Ingredients such as citrus (lemon or lime juices), vinegar, tomato based sauces, processed grains (such as white bread, white rice or white pasta) or red meats are likely to change the pH in the yogurt when cooking and enable curdling. They can be added at the end of cooking yogurt, when the temperature has dropped and curdling is less likely to occur.
How can I avoid curdled yogurt in curry?
To avoid yogurt curdling when you add it to the curry, try taking the yogurt out of the fridge earlier so it’s not too cold before adding it. Yogurt added at room temperature to a hot curry is less likely to curdle. Also be aware of other ingredients that makde yogurt curdle that you’ve added to your curry.

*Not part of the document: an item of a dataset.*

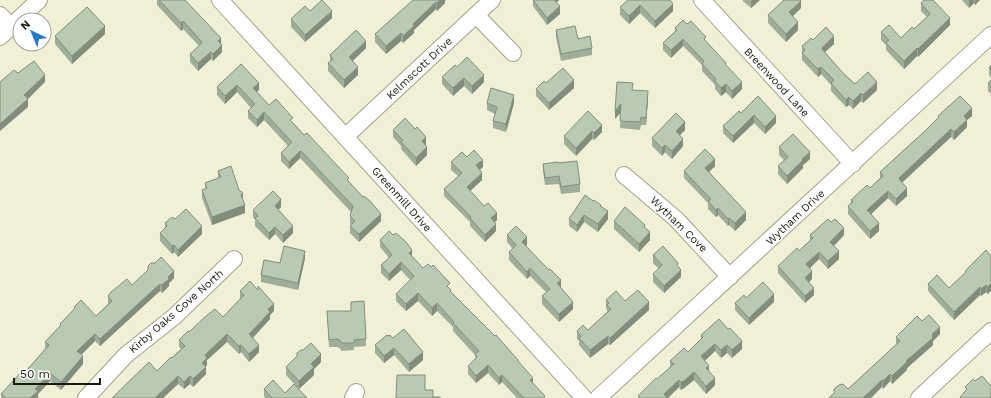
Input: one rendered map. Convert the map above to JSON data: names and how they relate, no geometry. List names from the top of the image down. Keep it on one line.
{"streets":{"street":["Kelmscott Drive","Breenwood Lane","Greenmill Drive","Wytham Drive","Wytham Cove","Kirby Oaks Cove North"]},"crossings":[["Kelmscott Drive","Greenmill Drive"],["Breenwood Lane","Wytham Drive"],["Wytham Drive","Wytham Cove"]],"scale_bar":"50 m","north":"top left"}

The western variations of Indian curries tend to incorporate cream and sugar, masking the authenticity of the Indian spices, whereas, it’s believed the use of yogurt helps to enhance them. As Indian chef’s have generations of experience cooking with this ingredient, the method of tempering is second nature to them.
Can yogurt be substituted for anything that doesn't curdle?
You can try sour cream, cream, buttermilk or cottage cheese as yogurt substitutes but you'll likely still have the same issues with curdling (unless you follow the above advice on avoiding it!). All of these produce a creamy texture in your dish, but the flavor will vary depending which of these and how much you use, so keep this in mind when choosing your substitute.
As plant based milk has exploded so has the various yogurt options. Coconut or soy milk yogurt, tamarind or even avocado on it’s own, can also be used as a vegan option for yogurt or cream dishes. These will easily add a creamy texture to your recipes.